Again, we have lost our focus. The Bible says “But my God shall supply all your need” (Philippians 4:19). The Bible doesn’t say your church shall supply all your need. The size of your church’s checkbook is not the size of God’s checkbook. Can I get a witness?!?!

In most articles like this, the author will give readers a list of recommendations to consider for approaching the task. I am not going to do that – well, not in the way you may think – because I don’t know God’s vision for your church.

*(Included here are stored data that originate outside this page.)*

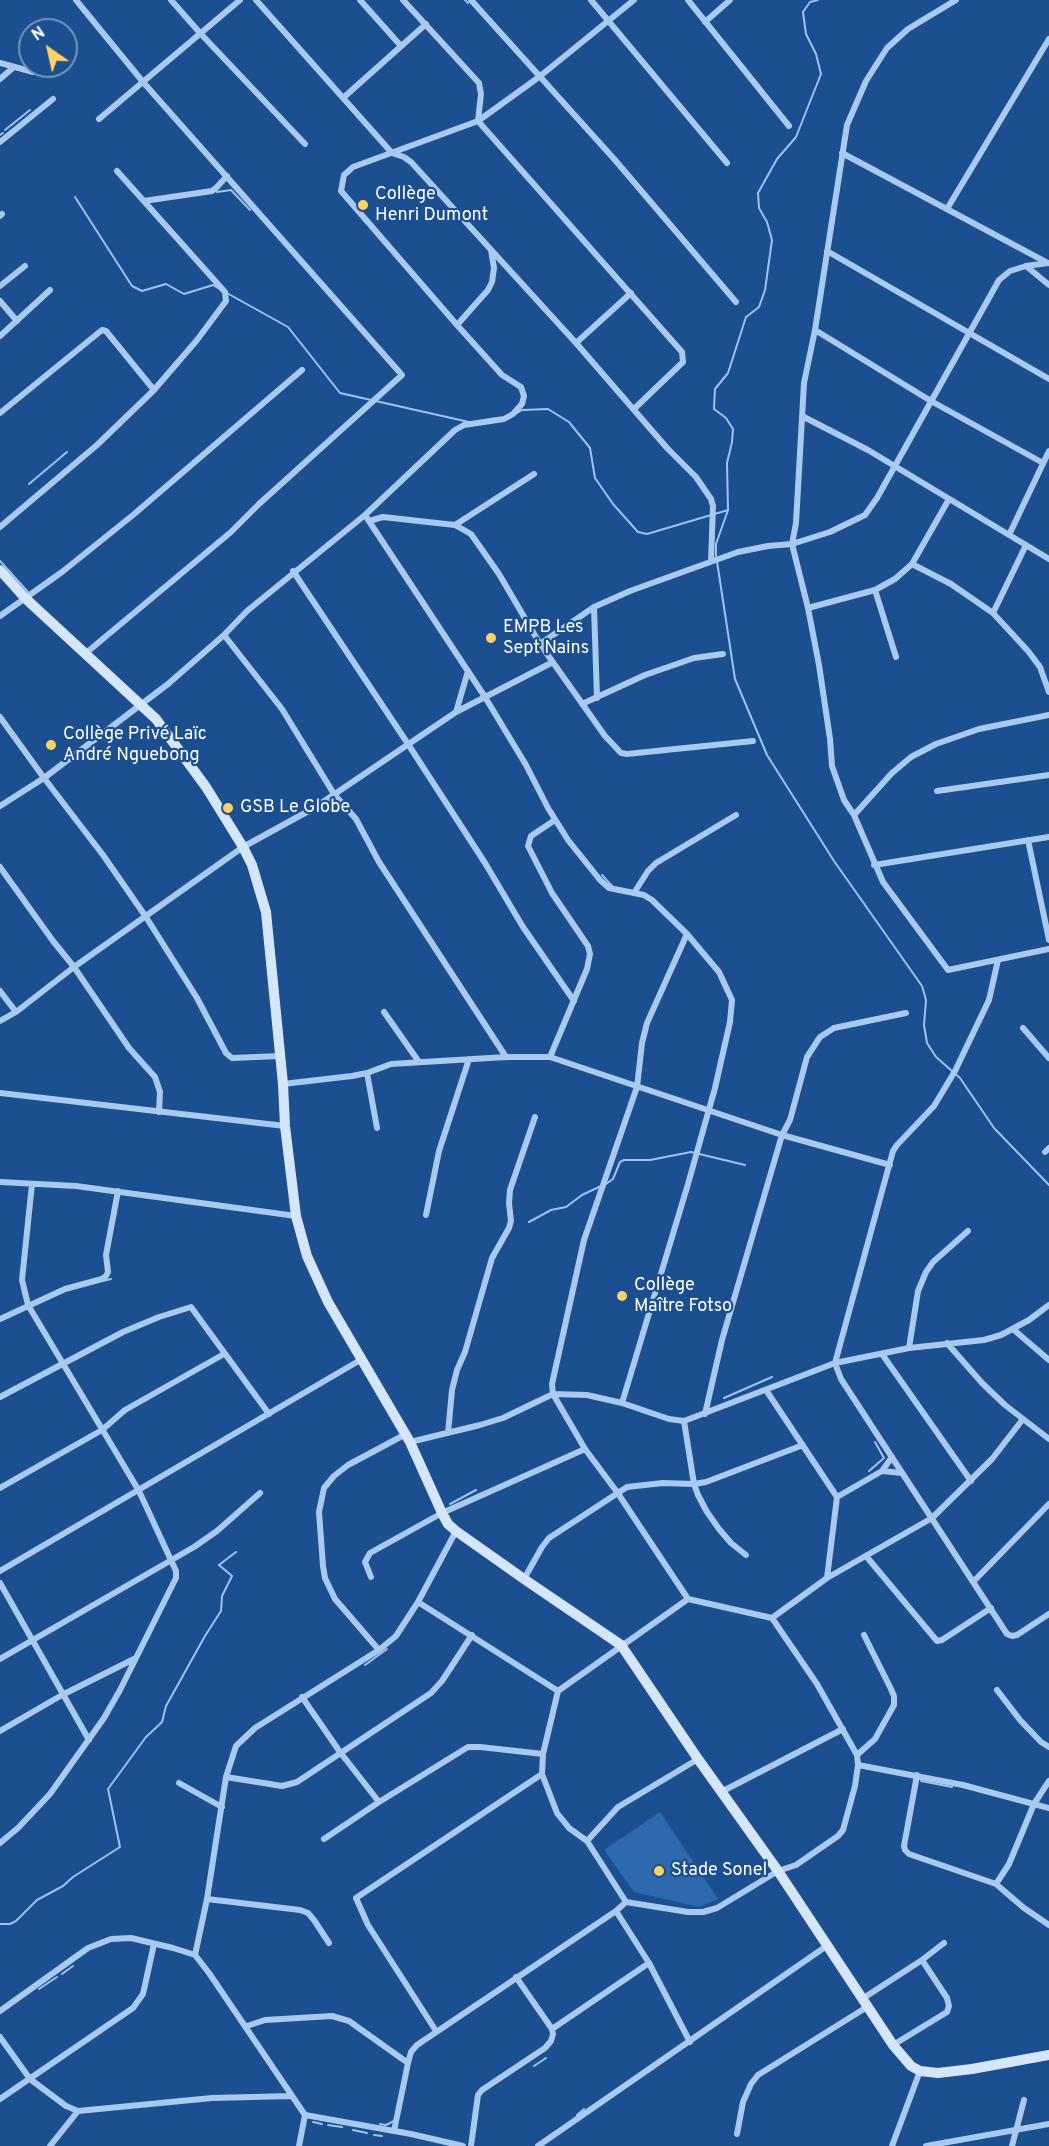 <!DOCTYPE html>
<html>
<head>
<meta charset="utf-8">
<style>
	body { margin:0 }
	#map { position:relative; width:1049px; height:2146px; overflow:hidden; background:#1b4f8f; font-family:Overpass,sans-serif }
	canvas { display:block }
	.north { position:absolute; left:18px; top:18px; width:60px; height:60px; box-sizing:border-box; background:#1b4f8f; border:2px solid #7695bc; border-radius:50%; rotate:326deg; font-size:16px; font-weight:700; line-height:24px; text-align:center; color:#fff }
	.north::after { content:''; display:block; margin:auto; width:21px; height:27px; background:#ffd166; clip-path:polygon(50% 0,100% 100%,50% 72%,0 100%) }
</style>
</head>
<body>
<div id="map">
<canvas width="1049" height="2146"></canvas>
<div class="north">N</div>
</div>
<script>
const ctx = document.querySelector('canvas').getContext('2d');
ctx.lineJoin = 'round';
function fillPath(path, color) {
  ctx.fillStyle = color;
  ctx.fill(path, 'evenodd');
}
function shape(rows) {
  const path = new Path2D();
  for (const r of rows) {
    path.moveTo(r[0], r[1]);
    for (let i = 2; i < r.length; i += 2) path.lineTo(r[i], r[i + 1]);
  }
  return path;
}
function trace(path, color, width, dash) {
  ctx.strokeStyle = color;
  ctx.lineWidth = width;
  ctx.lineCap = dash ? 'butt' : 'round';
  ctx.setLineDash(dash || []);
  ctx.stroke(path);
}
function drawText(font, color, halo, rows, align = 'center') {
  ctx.font = font + ' Overpass,sans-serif';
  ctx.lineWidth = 4.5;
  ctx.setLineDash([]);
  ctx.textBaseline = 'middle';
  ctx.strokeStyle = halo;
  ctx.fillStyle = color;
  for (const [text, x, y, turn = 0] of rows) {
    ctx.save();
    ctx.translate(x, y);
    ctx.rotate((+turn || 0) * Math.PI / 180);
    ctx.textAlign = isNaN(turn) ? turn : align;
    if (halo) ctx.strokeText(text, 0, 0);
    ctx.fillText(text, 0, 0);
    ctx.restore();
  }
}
fillPath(shape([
	[660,1812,718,1899,699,1907,634,1892,604,1850]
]), '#2e69ad');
trace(shape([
	[465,0,468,3],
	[818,0,810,2,803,12,806,34,816,54,821,74,796,137,777,159,758,193,759,208,767,222,772,240,765,290,759,307,746,317,728,373,715,389,714,409,726,418,733,429,732,442,727,463,728,510,716,544,716,555,735,679,767,755,834,861,922,986,926,1000,924,1025,927,1043,936,1057,960,1078,994,1128,1049,1185],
	[5,130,30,110],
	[0,135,3,133],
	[217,192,231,190,250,210],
	[75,197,132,286,142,291,166,284,184,294,213,285,218,288],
	[225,292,288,327,340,393,469,422],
	[517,413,522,410,548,409,569,422,590,448,595,478,613,504,638,532,647,534,728,510],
	[29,484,67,452],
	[0,561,28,592],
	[602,875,612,886],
	[606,1184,613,1179,620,1162,624,1160,650,1160,691,1152,745,1165],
	[529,1222,551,1210,566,1207,582,1195,601,1186],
	[103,1281,111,1279],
	[724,1398,772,1377],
	[869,1471,884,1458,875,1442],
	[450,1504,476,1490],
	[365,1665,387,1649],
	[921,1781,952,1787],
	[0,1924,10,1924,16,1921,37,1900,63,1886,73,1877,120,1847,108,1789,146,1737,162,1722,166,1706,205,1636,221,1611,222,1596,232,1576,219,1565,236,1552],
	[62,1974,73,1966],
	[39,1989,57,1977],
	[534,2066,546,2058],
	[577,2115,584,2109],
	[313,2122,322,2124],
	[380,2124,386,2125,394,2121],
	[328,2125,342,2127],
	[353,2130,367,2133],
	[374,2135,382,2136]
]), '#9cc4f0', 2);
trace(shape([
	[76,0,143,82,402,375,259,504,231,532,86,653],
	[171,0,200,33,305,144],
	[256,0,392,153,404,157,411,162,576,343,667,448,696,477,711,499,713,506,711,561],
	[360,0,401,46],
	[403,0,479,83,481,94,478,121,682,352,683,362,634,409],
	[471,0,615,160,736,302],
	[591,0,727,163],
	[688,0,789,126],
	[956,0,908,29,887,48,866,81,847,125,815,330,804,383,796,523,792,544,808,608,819,665,830,739,832,766,844,800,854,815,883,882,948,970,1049,949],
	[705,22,730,0],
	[0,63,33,72],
	[0,79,14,67],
	[343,98,426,24],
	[99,119,240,0],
	[0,142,53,99],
	[842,153,1048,263],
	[144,201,212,191,216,188,227,176],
	[947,209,1049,39],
	[0,216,2,214],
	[827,251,1049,379],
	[1026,266,1049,285],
	[0,286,25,266],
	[0,301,17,321],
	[457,325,488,290,492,282,494,268,491,250],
	[815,330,931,401,1043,463],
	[0,336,50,290],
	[576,343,631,293],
	[0,413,102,330,106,331,154,390],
	[802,416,868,450,1049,559],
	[365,515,485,697,526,765,548,808,568,840,600,880,609,888,644,895,652,900,687,934,719,972,732,1000,730,1022,715,1088,688,1184,622,1403],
	[369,521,383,517,455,525,471,534,499,574,540,644,605,736,621,753,627,754,753,741],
	[455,525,534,474],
	[0,527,97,445,154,390,197,340,226,301,225,292,117,171],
	[1009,535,1049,451],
	[912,564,951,584,993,613,1028,651,1040,667,1049,692],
	[293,571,408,744,485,863,523,927,574,1001],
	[875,590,896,657],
	[594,607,597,698],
	[808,608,875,590,895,579,912,564,949,499],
	[993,613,1026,545],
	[0,616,62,572,133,515,302,370],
	[224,635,282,709,334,794,356,819,379,862,506,1057],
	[540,644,594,607,630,591,738,552,768,546,792,544,830,532,865,515,877,498,999,280,1010,271,1026,266,1048,263],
	[582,704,645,675,694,658,723,654],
	[456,712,468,671],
	[0,717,44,778,103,855,146,917,197,998,226,1053,232,1058,280,1056],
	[937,791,1049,775],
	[0,806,44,778,168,684,224,635,247,611,365,515,455,430,464,425,504,419,513,414,522,404,524,396,521,387,502,375,457,325,341,191,344,175,353,167,478,121,539,77,634,0],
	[854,815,892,773,911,757,936,744,979,729,1049,715],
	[1028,840,1049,940],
	[874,865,1049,837],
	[0,867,53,941,74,967,129,1048,155,1077,160,1092,159,1112],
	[634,893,648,871,656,863,736,815],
	[687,934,647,1023,642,1043,637,1087,584,1240,552,1384,553,1394,585,1449,617,1492,688,1599],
	[998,960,989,1000,955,1071,934,1106,897,1145,893,1151,835,1363,841,1379,1007,1634,1012,1636,1017,1635,1049,1614],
	[0,991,16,1012,74,967,243,847,314,808,456,712,553,662],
	[384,1012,419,1062],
	[0,1021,16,1012],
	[1023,1028,1049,1058],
	[550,1057,587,969,590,954,588,946,552,893,528,846,531,836,555,820],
	[367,1073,377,1128],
	[283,1084,352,1076,367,1073,391,1064,506,1057,550,1057,782,1135,890,1165],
	[0,1093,285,1126],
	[1045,1152,1049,1148],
	[0,1182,76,1186,296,1216],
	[426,1215,439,1151,469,1059],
	[0,1319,65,1289,102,1279,106,1276,108,1272,106,1255,118,1191],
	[1014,1330,1049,1360],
	[947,1343,982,1383,1005,1405,1049,1439],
	[909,1348,918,1291,926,1272,933,1262,968,1231],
	[882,1354,971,1481],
	[766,1390,837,1497,827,1578],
	[0,1397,123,1332,159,1317,191,1307,269,1414],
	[705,1414,722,1340,782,1135,790,1120,807,1057,820,1037,834,1028,906,1013],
	[684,1421,694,1484,698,1495,707,1512,719,1529,731,1543,746,1555],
	[448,1433,452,1390,457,1370,465,1352,492,1258,509,1228,511,1221,509,1203,510,1190,535,1117],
	[410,1442,480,1425,503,1418,553,1394,587,1395,622,1403,669,1419,684,1421,835,1363,909,1348,984,1340,1001,1335,1029,1320,1049,1305],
	[882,1471,902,1473],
	[0,1488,102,1430,125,1410,224,1354],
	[837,1497,882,1471,892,1457],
	[866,1556,937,1641,942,1640,991,1608],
	[0,1571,362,1359],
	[371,1577,365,1562,370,1553,442,1513,585,1449],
	[524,1579,542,1547,549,1538,627,1487,663,1483,694,1484,706,1482,803,1445],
	[974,1581,1049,1504],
	[0,1583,89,1740],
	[418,1602,558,1691,688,1599,772,1618,817,1684,857,1755,858,1765,855,1786,843,1830,838,1836,796,1865,778,1871,717,1908,703,1912,688,1912,626,1902],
	[772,1618,827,1578,932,1518,992,1459,1023,1419],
	[379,1650,335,1599,325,1578,323,1566,319,1512,324,1488,334,1476,348,1465,406,1434],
	[0,1659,194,1547,217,1531,260,1493],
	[997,1690,1020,1720,1041,1742,1049,1747],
	[558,1691,543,1754,542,1774,557,1813,569,1828,587,1841],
	[302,1697,340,1752,379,1802],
	[0,1731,62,1695,136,1658],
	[857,1755,875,1739,894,1705,894,1696,891,1689,864,1635],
	[858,1765,963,1785,1049,1808],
	[917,1775,904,1846,905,1850,909,1854,996,1884,1024,1908,1049,1925],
	[226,1777,282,1786,297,1782,431,1693,442,1681,472,1635],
	[179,1783,222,1807],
	[721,1792,843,1729],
	[324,1839,379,1802,468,1747,480,1747,543,1754],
	[0,1843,18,1828,50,1794,104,1718,120,1690,176,1578,176,1571,139,1491,28,1305,22,1280,32,1184],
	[996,1884,1009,1864,1034,1804,1049,1781],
	[207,1899,300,1910,308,1913,314,1920,329,1943],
	[616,1911,649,1963,690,2042],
	[195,1955,207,1899,226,1777,236,1746,255,1728,379,1650,396,1636,418,1602,456,1531],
	[862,1999,922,1960],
	[0,2011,88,1948,111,1939,131,1938,173,1948,195,1955,209,1973,305,2115,411,2134,463,2146],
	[247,2026,265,2020,332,2016,349,2021,408,2063],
	[552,2029,649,1963],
	[436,2031,368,1925,356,1898,542,1774],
	[0,2037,30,2079,66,2106,78,2111,212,2098,292,2096],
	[893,2045,947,2012,949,2006,947,1998,922,1960,944,1943],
	[0,2099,133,2008,143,1994,154,1944],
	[394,2131,408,2063,411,2052,417,2045,616,1911,626,1902,587,1841,618,1807,698,1759],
	[737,2134,743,2102,751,2084,758,2075,867,2007],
	[50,2146,78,2111],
	[299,2146,305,2115],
	[471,2146,478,2095,482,2090,545,2048,551,2041,553,2034,552,2029,516,1977],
	[538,2146,828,1945],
	[892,2146,920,2071],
	[926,2146,1049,2124],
	[1012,2146,1024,2100]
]), '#a9c9ee', 6);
trace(shape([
	[0,570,25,598,156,719,206,787,243,847,252,865,266,912,283,1084,285,1126,296,1216,307,1256,328,1302,410,1442,442,1513,448,1524,456,1531,524,1579,621,1645,698,1759,778,1871,893,2045,911,2066,920,2071,938,2073,972,2069,1049,2055]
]), '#d6e6fa', 10);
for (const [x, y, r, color] of [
	[363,205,6,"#ffd166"],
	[491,638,6,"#ffd166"],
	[51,745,6,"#ffd166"],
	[228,808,6,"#ffd166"],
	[622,1296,6,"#ffd166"],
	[659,1871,6,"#ffd166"]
]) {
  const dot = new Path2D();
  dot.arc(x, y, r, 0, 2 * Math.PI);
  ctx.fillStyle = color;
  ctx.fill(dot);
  trace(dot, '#1b4f8f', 2);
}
drawText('18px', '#fff', '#1b4f8f', [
	["Collège",375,195],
	["Henri Dumont",375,216],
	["EMPB Les",503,628],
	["Sept Nains",503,649],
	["Collège Privé Laïc",63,735],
	["André Nguebong",63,756],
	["GSB Le Globe",240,808],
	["Collège",634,1286],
	["Maître Fotso",634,1307],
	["Stade Sonel",671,1871]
], 'left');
</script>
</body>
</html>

What is God’s plan for your church?

The Lord has a unique plan for your church with guidance and direction specifically designed for it. One person fully understands all of the nuisances of that plan – the Holy Spirit.

If you don’t have a plan or a program in place that is purposefully designed to teach line upon line, precept upon precept what Jesus taught, then my recommendation is simple: take some time away from your duties to seek the Holy Spirit for the plan and guidance for implementing that plan for the people you are shepherding.

And when you get the plan and the guidance, be ready for Satan’s attack. And I’ll tell you right now what the first attack will be: a decrease in the number of people who attend your church. Write it down. Look for it. Take it to the bank. It will be a ploy to distract you from completing your assignment.

Remember the question I asked earlier? “What is motivating or pushing you to want more people attending your church?” If you back off of your assignment to help your people become scholars in the teachings of Jesus you’ll know that spiritual growth for your people was not your heart’s desire. Of course, God will know that too.  

Let’s make sure our hearts beat with the heart of our Father. Let’s make sure that we teach those God has entrusted to us to be Berean Christians who spend time with the scriptures so that their faith is aligned with the author and finisher of our faith, Jesus Christ.

Barry O. Johnson is an associate minister at Grace Christian Center in Dayton, OH. He is on the faculty of Grace Ministries Bible College. He preached his first sermon at 18 but spent the next 30 years working in academia. He was ordained to ministry at age 54 and at age 61 is about to have his first book published. He will celebrate his 41st anniversary this year, has two adult sons and an adult daughter who is in Heaven.